(RECORDS PROVIDED)

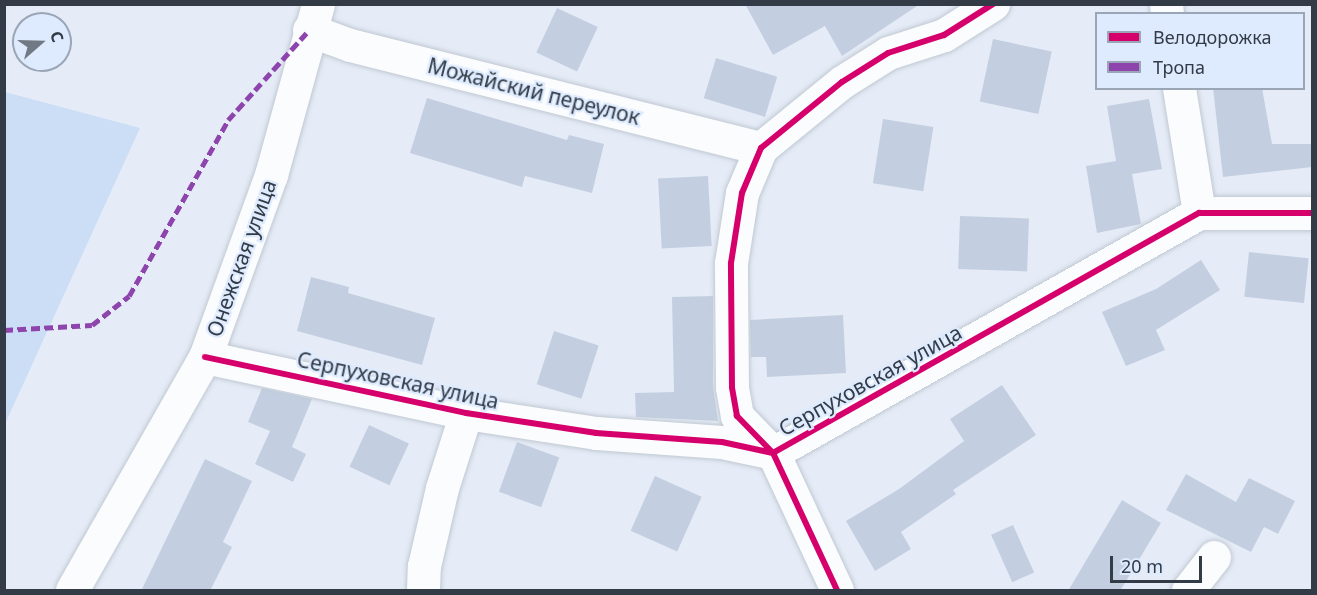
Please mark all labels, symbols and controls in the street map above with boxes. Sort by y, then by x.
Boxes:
north arrow [12,12,72,72]
legend [1095,12,1305,90]
text: Велодорожка [1153,25,1271,49]
text: С [45,28,69,45]
street label: Можайский переулок [425,52,643,130]
text: Тропа [1153,55,1205,79]
street label: Онежская улица [201,176,281,340]
street label: Серпуховская улица [774,319,966,441]
street label: Серпуховская улица [295,346,501,414]
scale bar [1113,544,1204,582]
text: 20 m [1121,554,1163,578]

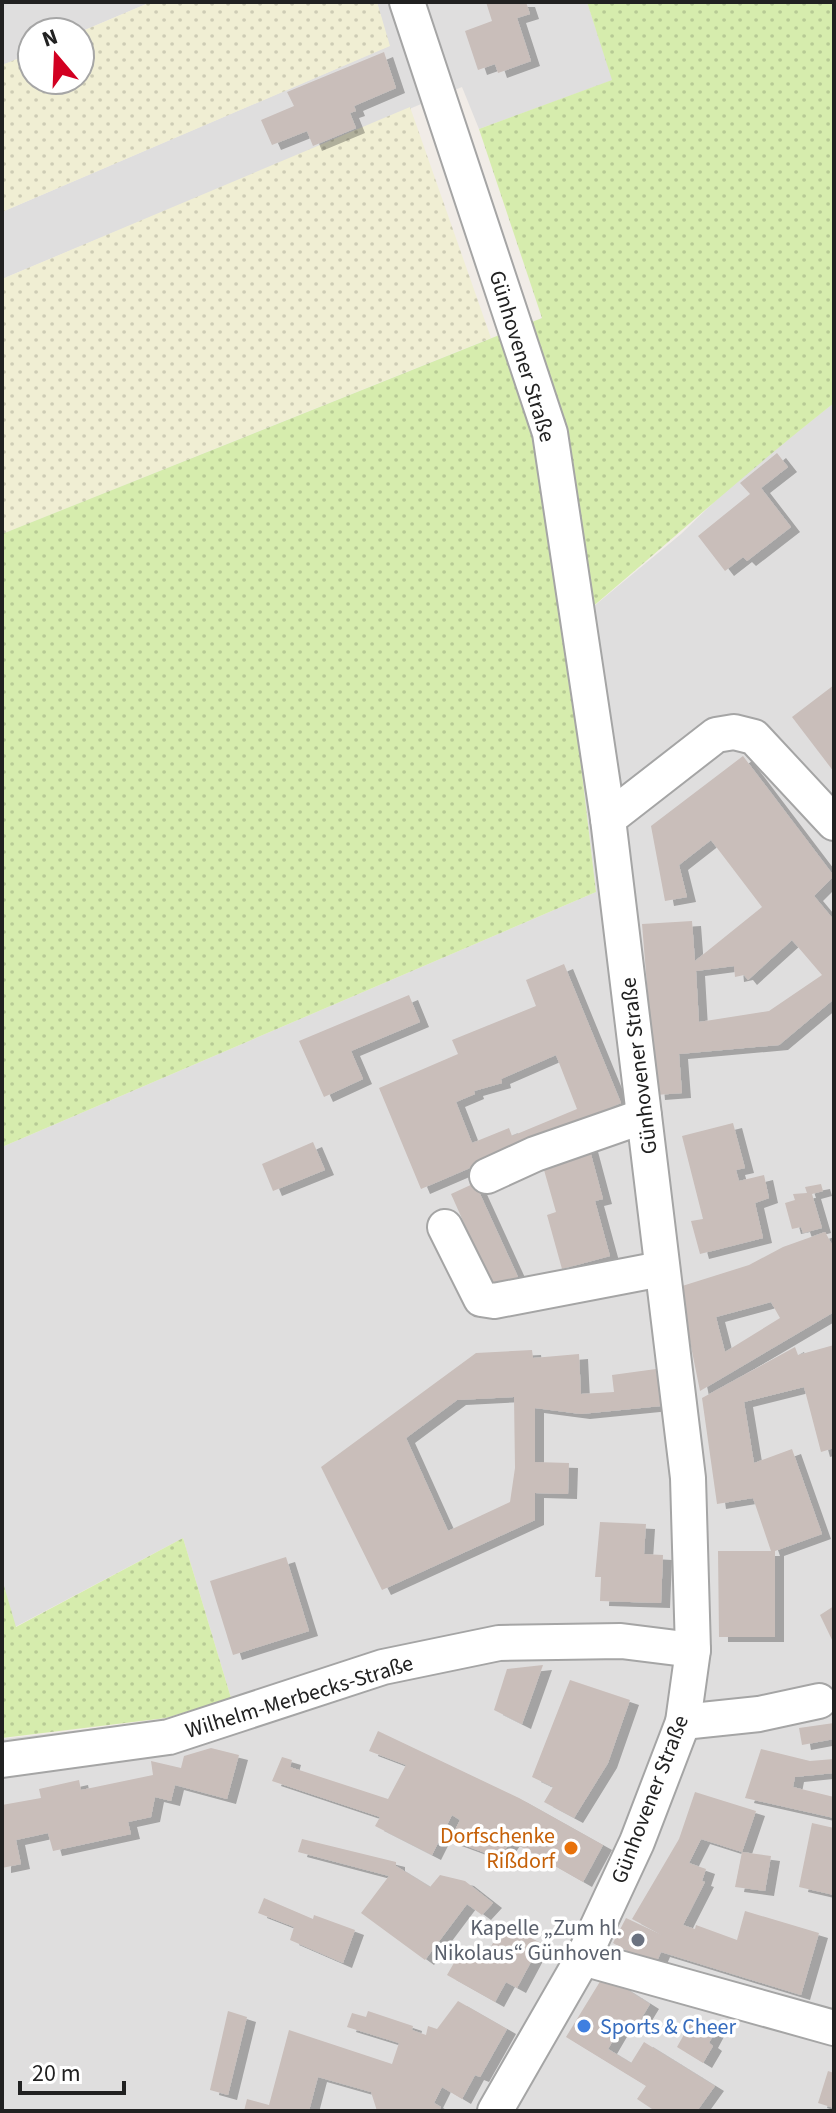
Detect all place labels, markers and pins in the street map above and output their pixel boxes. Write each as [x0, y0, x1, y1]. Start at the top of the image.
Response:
place label: Dorfschenke Rißdorf [440, 1820, 557, 1877]
marker: Dorfschenke Rißdorf [562, 1839, 580, 1857]
place label: Kapelle „Zum hl. Nikolaus“ Günhoven [434, 1912, 622, 1969]
marker: Kapelle „Zum hl. Nikolaus“ Günhoven [629, 1931, 647, 1949]
place label: Sports & Cheer [600, 2011, 737, 2043]
marker: Sports & Cheer [575, 2017, 593, 2035]

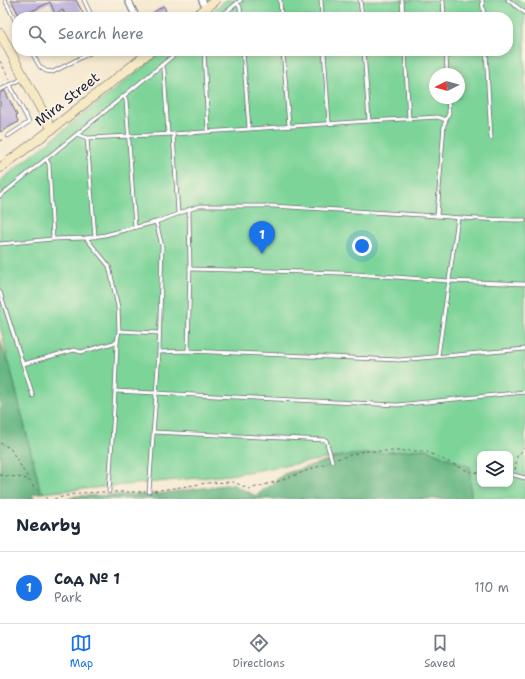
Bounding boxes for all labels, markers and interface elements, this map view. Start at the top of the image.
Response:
search box [12,12,513,56]
icon: search [26,23,48,45]
text: Search here [58,24,144,44]
street label: Mira Street [31,68,103,130]
north arrow [429,68,465,104]
pin: 1 [249,221,275,254]
your location [352,236,372,256]
map controls [477,451,513,487]
button: layers [477,451,513,487]
text: Nearby [16,514,81,536]
text: Сад № 1 [54,569,120,589]
text: 1 [26,579,32,596]
text: 110 m [474,579,509,596]
text: Park [54,589,82,606]
tab: Map [70,632,93,671]
tab: Directions [232,632,285,671]
tab: Saved [424,632,455,671]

(End RECORDS PROVIDED)

[EXERCISE DETAILS] Extract every line from the one containing "Bounding boxes for" to the end of the entries, including both of those lines, exactly as given and with nothing added.

[ANSWER TO THIS TASK]
Bounding boxes for all labels, markers and interface elements, this map view. Start at the top of the image.
Response:
search box [12,12,513,56]
icon: search [26,23,48,45]
text: Search here [58,24,144,44]
street label: Mira Street [31,68,103,130]
north arrow [429,68,465,104]
pin: 1 [249,221,275,254]
your location [352,236,372,256]
map controls [477,451,513,487]
button: layers [477,451,513,487]
text: Nearby [16,514,81,536]
text: Сад № 1 [54,569,120,589]
text: 1 [26,579,32,596]
text: 110 m [474,579,509,596]
text: Park [54,589,82,606]
tab: Map [70,632,93,671]
tab: Directions [232,632,285,671]
tab: Saved [424,632,455,671]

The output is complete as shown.